Sono stati diffusi anche i dati Eurostat e da questi si vede che la situazione italiana – sotto il profilo occupazione/disoccupazione – è migliore di quella dell’Eurozona e anche di quella della Ue. Secondo l’Istat la nostra disoccupazione a marzo era pari al 9,3%, un dato brutto, che non si registrava dal gennaio 2004 o, su base trimestrale, dal terzo trimestre del 2000. Ma l’Europa sta peggio: la disoccupazione nell’Eurozona è al 10,9 (+0,1 su febbraio), nella Ue al 10,2 (stabile). Probabilmente il nostro tessuto di piccole e medie imprese resiste meglio.

La domanda vera è: quanto dobbiamo aspettare per metterci tranquilli sul destino dei nostri figli? Per sapere che. a un certo punto, un lavoro, magari degno del titolo di studio che hanno ottenuto, lo troveranno?

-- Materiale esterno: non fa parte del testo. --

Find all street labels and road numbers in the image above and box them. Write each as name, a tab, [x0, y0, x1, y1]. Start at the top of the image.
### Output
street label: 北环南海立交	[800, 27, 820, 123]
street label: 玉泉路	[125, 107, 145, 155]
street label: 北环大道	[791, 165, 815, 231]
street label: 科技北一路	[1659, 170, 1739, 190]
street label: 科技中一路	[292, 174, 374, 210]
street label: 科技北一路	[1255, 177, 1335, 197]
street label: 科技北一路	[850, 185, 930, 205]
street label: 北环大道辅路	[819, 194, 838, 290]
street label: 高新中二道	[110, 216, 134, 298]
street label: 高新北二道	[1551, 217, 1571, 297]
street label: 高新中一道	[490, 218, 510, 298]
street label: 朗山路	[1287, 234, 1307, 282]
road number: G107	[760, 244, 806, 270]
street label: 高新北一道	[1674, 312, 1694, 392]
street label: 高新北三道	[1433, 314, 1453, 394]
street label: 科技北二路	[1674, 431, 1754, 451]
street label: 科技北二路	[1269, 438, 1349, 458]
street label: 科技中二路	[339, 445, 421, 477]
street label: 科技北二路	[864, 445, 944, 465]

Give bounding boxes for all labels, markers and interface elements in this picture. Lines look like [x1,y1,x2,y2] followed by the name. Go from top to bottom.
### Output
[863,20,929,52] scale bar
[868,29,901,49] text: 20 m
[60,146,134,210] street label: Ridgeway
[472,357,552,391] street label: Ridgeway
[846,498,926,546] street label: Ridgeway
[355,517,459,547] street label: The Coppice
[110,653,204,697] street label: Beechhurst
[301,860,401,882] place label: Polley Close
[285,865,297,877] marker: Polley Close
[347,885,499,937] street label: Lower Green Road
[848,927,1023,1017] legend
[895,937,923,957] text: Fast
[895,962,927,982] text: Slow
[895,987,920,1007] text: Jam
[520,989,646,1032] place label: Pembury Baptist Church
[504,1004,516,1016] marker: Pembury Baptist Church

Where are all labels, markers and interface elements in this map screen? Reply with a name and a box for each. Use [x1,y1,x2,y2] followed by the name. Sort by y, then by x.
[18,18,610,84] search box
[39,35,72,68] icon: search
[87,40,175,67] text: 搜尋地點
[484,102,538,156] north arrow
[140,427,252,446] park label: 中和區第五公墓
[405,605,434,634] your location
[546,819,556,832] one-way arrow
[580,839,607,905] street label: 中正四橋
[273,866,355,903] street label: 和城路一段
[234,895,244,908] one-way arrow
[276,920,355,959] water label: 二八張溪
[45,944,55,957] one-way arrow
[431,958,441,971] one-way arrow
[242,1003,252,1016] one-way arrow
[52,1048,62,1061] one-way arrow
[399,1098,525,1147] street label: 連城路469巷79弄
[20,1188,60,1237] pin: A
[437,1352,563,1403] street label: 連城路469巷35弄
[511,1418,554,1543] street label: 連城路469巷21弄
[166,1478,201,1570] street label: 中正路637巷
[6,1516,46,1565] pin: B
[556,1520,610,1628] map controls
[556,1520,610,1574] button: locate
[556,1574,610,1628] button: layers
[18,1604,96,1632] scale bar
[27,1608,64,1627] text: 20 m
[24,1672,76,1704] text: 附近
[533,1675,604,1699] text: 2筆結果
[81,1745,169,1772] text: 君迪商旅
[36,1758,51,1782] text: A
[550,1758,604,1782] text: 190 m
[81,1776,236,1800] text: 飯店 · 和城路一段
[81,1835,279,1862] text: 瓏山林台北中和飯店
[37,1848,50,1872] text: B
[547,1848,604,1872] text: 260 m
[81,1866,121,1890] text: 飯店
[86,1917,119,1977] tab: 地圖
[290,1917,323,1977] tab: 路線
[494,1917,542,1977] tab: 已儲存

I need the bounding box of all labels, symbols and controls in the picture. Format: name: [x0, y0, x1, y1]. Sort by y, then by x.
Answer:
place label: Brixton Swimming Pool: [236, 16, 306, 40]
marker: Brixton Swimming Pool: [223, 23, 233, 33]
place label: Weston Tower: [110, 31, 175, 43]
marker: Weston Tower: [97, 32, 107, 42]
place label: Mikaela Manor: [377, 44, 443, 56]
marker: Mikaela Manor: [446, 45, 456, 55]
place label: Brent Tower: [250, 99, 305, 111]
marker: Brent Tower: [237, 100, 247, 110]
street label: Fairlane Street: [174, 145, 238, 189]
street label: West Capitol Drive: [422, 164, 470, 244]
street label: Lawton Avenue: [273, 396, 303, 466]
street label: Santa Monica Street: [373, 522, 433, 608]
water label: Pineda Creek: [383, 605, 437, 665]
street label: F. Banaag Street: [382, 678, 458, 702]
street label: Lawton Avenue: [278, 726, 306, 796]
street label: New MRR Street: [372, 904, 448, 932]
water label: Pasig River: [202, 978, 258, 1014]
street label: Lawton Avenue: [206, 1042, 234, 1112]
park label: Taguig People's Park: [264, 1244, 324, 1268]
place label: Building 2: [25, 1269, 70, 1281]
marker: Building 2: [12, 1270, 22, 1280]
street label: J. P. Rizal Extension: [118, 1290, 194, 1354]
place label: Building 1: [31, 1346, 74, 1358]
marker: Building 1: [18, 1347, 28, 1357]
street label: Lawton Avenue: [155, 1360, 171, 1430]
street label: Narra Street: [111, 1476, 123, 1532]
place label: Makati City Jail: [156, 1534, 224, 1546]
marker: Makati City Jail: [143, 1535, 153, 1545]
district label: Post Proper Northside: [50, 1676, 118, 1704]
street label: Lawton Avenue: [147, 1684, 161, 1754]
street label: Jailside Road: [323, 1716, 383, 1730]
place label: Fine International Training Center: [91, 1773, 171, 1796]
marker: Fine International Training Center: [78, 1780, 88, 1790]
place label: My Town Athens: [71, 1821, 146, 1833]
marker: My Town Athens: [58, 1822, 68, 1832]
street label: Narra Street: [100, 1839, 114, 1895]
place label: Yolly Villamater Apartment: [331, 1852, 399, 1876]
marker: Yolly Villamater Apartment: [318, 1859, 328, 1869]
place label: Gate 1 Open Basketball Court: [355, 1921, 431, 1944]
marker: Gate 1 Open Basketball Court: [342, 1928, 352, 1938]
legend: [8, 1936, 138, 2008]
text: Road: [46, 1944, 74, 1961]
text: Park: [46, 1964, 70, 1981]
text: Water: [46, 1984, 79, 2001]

Dal 2007 a oggi gli unici paesi a creare occupazione sono stati Germania, Austria, Israele, Lussemburgo, Malta e Polonia (dati dell’Istituto internazionale del Lavoro). Dall’inizio della crisi finanziaria a oggi – cioè dal 2007 al 2012 – si sono persi, nel mondo, 50 milioni di posti. Il nostro benessere, l’occupazione piena di un quarto di secolo fa, era anche frutto dell’indebitamento prodotto dall’infame sistema di partiti che ci ha sgovernato (e ci sgoverna) e il cui esito ultimo lei conosce: duemila miliardi di euro da restituire. Indebitarsi a quel modo non è più possibile. D’altra parte un mese fa uno studio congiunto di ministero del Lavoro, Unionecamere e Cgia di Mestre ha segnalato che nel 2011 le aziende hanno messo sul mercato 45.250 posti di lavoro e che nessuno è andato a prenderseli.